Post Scriptum
Texte et photographies d’André Chabot, Collection Carré Noir, Édition Galerie Koma-Mons, Belgique
Spécialiste des cimetières et de l'art funéraire.
Texte et photographies d’André Chabot, Collection Carré Noir, Édition Galerie Koma-Mons, Belgique
La collection photographique d’André Chabot (250.000 photographies) est désormais abritée par le Musée Nicéphore Niepce
Gilles Courtinat a rencontré André Chabot qui lui a montré sa chapelle au Père-Lachaise, confié des images de sa collection et accepté un savoureux et passionnant entretien.
Depuis son ouverture en 1804, le cimetière du Père-Lachaise à Paris est un endroit très fréquenté où plus de 3 millions de personnes se rendent chaque année. Touristes, promeneurs, familles en deuil se côtoient parmi les plus de 70 000 mausolées, chapelles, tombeaux et autres dernières demeures dont de nombreuses abritent des noms connus : Balzac, Champollion, Delacroix, La Fontaine, Nadar, Gerda Taro, Alain Bashung, Maria Callas, Jim Morisson, Achille Zavatta, Gertrude Stein, Yves Montand, la liste est bien trop longue pour que tous et toutes soient cité-es.
A défaut d’être remarquables de par le patronyme de leurs locataires, certains monuments se révèlent particulièrement intéressants par leur facture ou leur originalité. Citons Victor Noir et la protubérance érotique de son gisant, Fernand Arbelot tenant la tête de son épouse entre ses mains, Géricault et le bas-relief en bronze représentant son tableau le plus connu “Le radeau de la Méduse”, Jean-Joseph Carriès et son mini-mousquetaire, Georges Rodenbach surgissant de la pierre une rose entre ses doigts, le portrait en faïence colorée de Jean-Baptiste Clément auteur du “Temps des cerises” ou Léon Théry pour l’éternité au volant de son bolide.

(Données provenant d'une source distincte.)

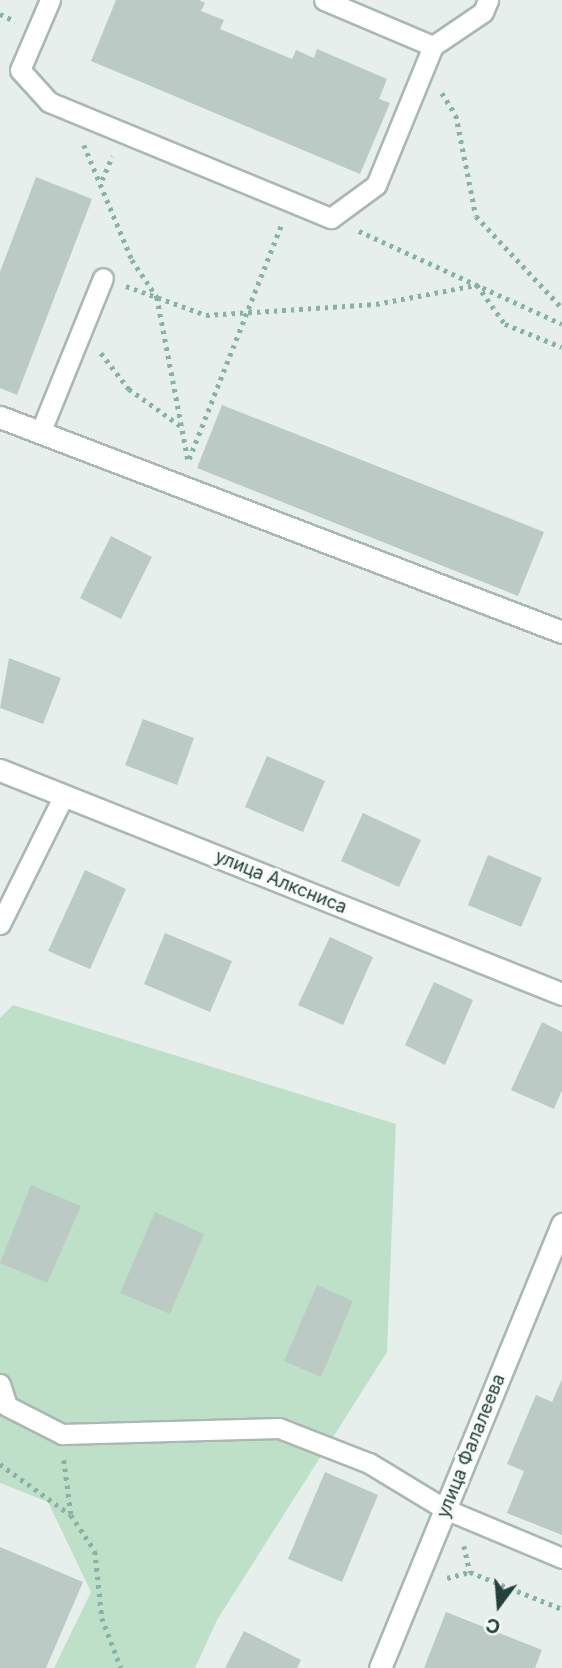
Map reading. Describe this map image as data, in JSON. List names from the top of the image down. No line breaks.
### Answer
{"streets":{"street":["улица Алксниса","улица Фалалеева"]},"north":"bottom"}
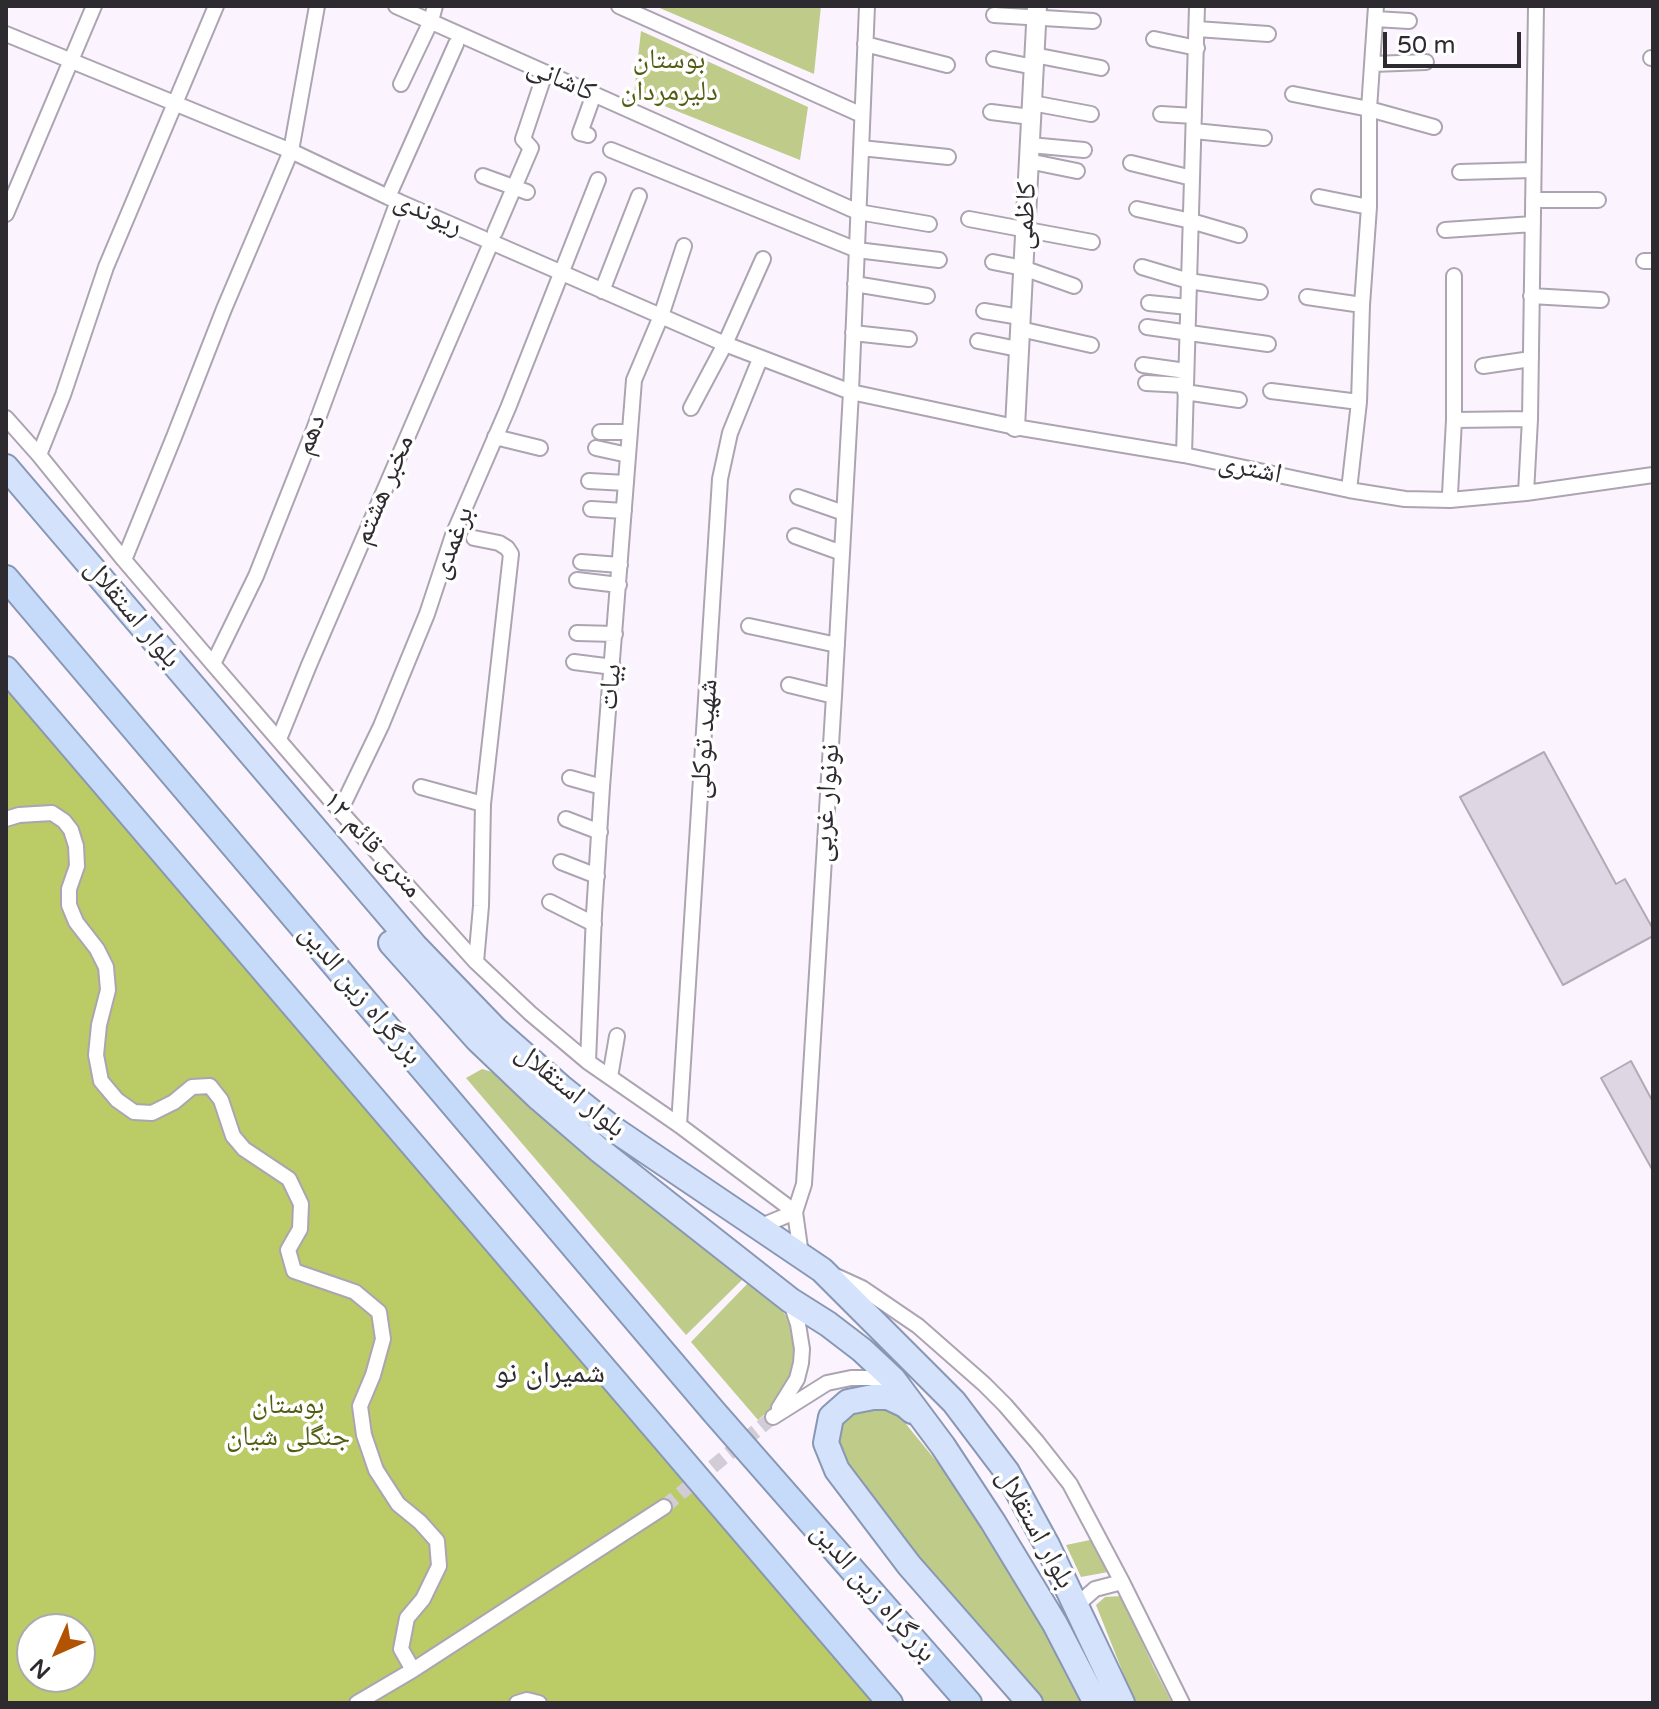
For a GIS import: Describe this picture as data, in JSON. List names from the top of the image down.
{
  "streets": {
    "highway": ["بزرگراه زین الدین"],
    "main road": ["بلوار استقلال"],
    "street": [
      "کاشانی",
      "ریوندی",
      "کاظمی",
      "دهم",
      "اشتری",
      "مخبر هشتم",
      "برغمدی",
      "بیات",
      "شهید توکلی",
      "نونوار غربی",
      "۱۲ متری قائم"
    ]
  },
  "crossings": [
    ["کاشانی", "مخبر هشتم"],
    ["کاشانی", "نونوار غربی"],
    ["ریوندی", "دهم"],
    ["ریوندی", "اشتری"],
    ["ریوندی", "مخبر هشتم"],
    ["ریوندی", "برغمدی"],
    ["ریوندی", "بیات"],
    ["ریوندی", "شهید توکلی"],
    ["ریوندی", "نونوار غربی"],
    ["کاظمی", "اشتری"],
    ["دهم", "۱۲ متری قائم"],
    ["اشتری", "نونوار غربی"],
    ["مخبر هشتم", "۱۲ متری قائم"],
    ["برغمدی", "۱۲ متری قائم"],
    ["بیات", "۱۲ متری قائم"],
    ["شهید توکلی", "۱۲ متری قائم"],
    ["نونوار غربی", "۱۲ متری قائم"]
  ],
  "districts": ["شمیران نو"],
  "parks": ["بوستان دلیرمردان", "بوستان جنگلی شیان"],
  "scale_bar": "50 m",
  "north": "bottom left"
}
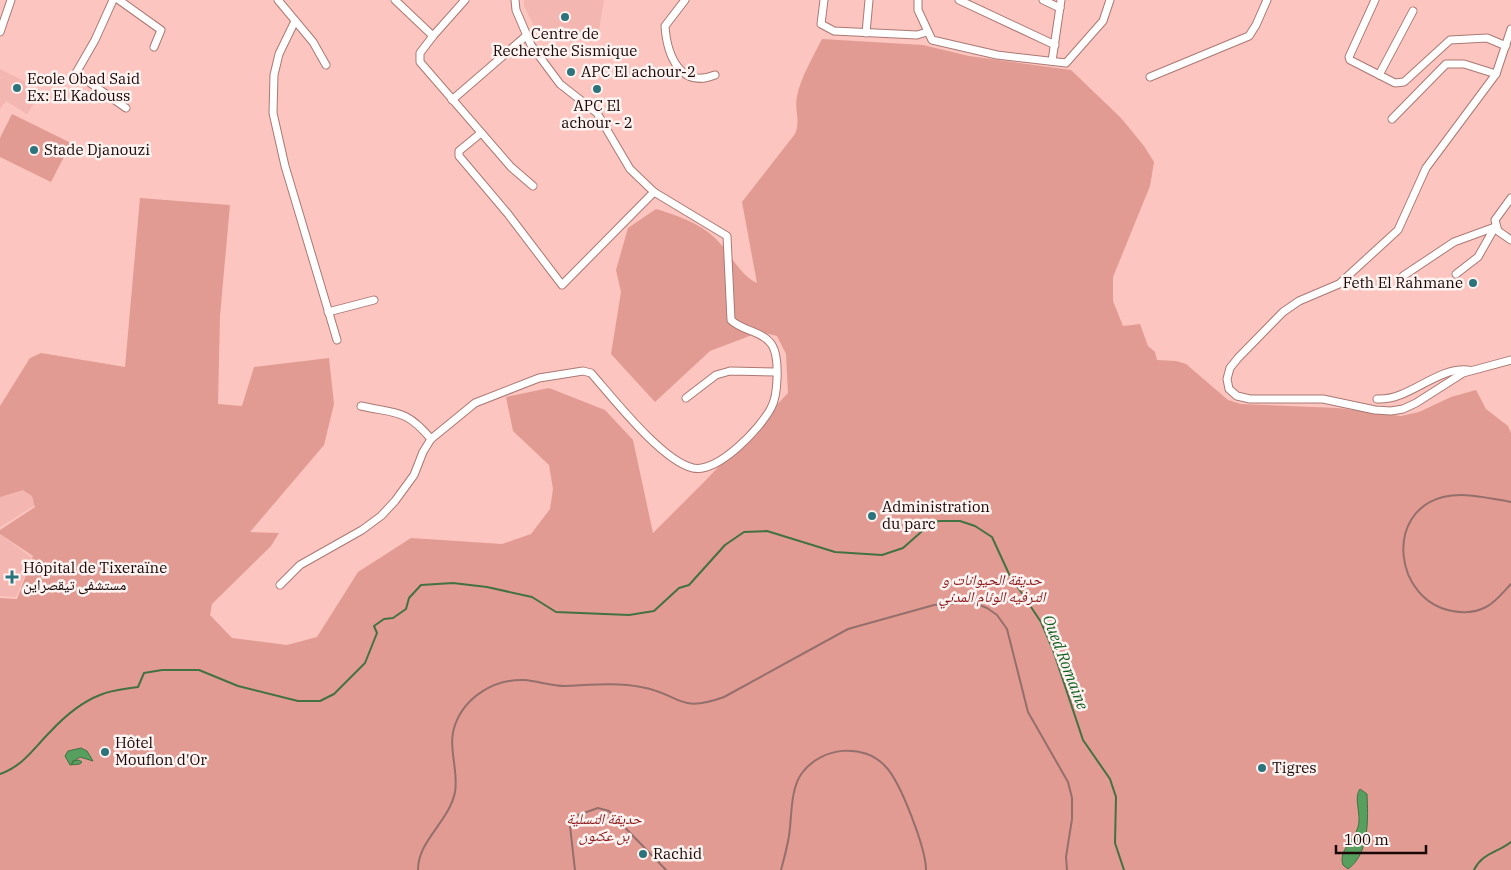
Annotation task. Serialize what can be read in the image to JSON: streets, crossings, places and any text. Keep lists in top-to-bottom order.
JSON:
{
  "water": ["Oued Romaine"],
  "parks": ["حديقة الحيوانات و الترفيه الوئام المدني", "حديقة التسلية بن عكنون"],
  "places": {
    "other": [
      "Centre de Recherche Sismique",
      "APC El achour-2",
      "Ecole Obad Said Ex: El Kadouss",
      "APC El achour - 2",
      "Stade Djanouzi",
      "Feth El Rahmane",
      "Administration du parc",
      "Hôtel Mouflon d'Or",
      "Tigres",
      "Rachid"
    ],
    "health": ["Hôpital de Tixeraïne مستشفى تيقصراين"]
  },
  "scale_bar": "100 m"
}
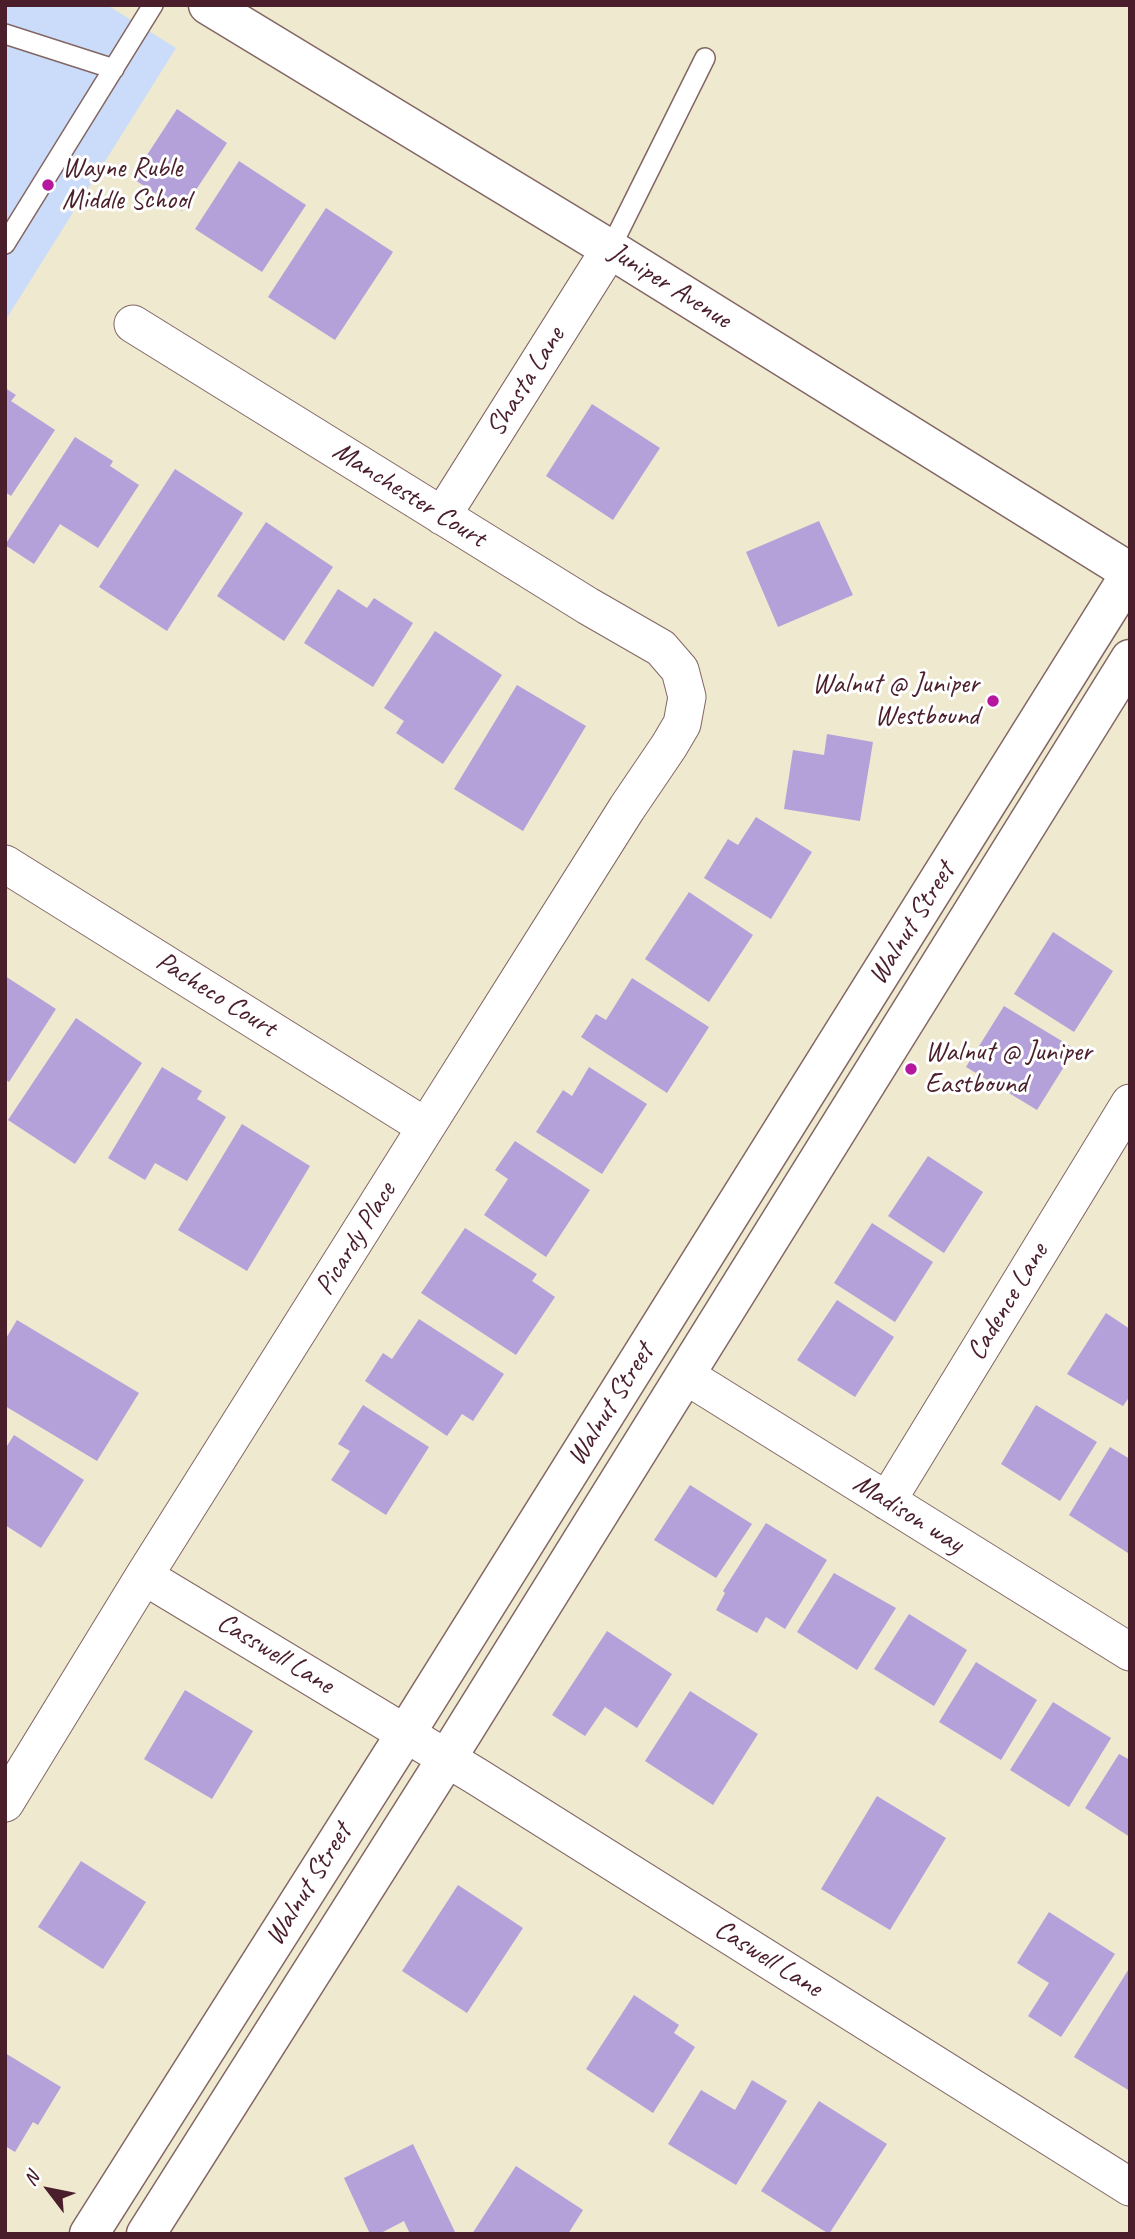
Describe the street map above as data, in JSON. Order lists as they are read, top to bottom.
{
  "streets": {
    "street": [
      "Juniper Avenue",
      "Shasta Lane",
      "Manchester Court",
      "Walnut Street",
      "Pacheco Court",
      "Picardy Place",
      "Cadence Lane",
      "Madison way",
      "Casswell Lane",
      "Caswell Lane"
    ]
  },
  "crossings": [
    ["Juniper Avenue", "Shasta Lane"],
    ["Juniper Avenue", "Walnut Street"],
    ["Shasta Lane", "Manchester Court"],
    ["Manchester Court", "Picardy Place"],
    ["Walnut Street", "Madison way"],
    ["Walnut Street", "Casswell Lane"],
    ["Walnut Street", "Caswell Lane"],
    ["Pacheco Court", "Picardy Place"],
    ["Picardy Place", "Casswell Lane"],
    ["Cadence Lane", "Madison way"],
    ["Casswell Lane", "Caswell Lane"]
  ],
  "places": ["Wayne Ruble Middle School", "Walnut @ Juniper Westbound", "Walnut @ Juniper Eastbound"],
  "north": "top left"
}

Et moult statues, pleureuses de pierre, bustes vert de gris, personnages debout, assis, allongés et autres sculptures dont celle du sphinx ailé de la tombe d’Oscar Wilde malheureusement amputé de ses attributs génitaux par des vandales qui devaient être sérieusement coincés. Indéniablement, l’endroit est photogénique et donne lieu à une production photographique pléthorique. Cette vitrine de l’art funéraire, reflet de la condition humaine et de nos sociétés, ne pouvait qu’inspirer André Chabot, concepteur de monuments funéraires, artiste et photographe qui n’a eu de cesse, depuis des décennies, d’arpenter et photographier les cimetières du monde entier pour témoigner de l’intérêt et de la beauté de ce patrimoine universel.
Toutes les photographies sont © André Chabot
D’où vient cet intérêt pour le monumental funéraire ?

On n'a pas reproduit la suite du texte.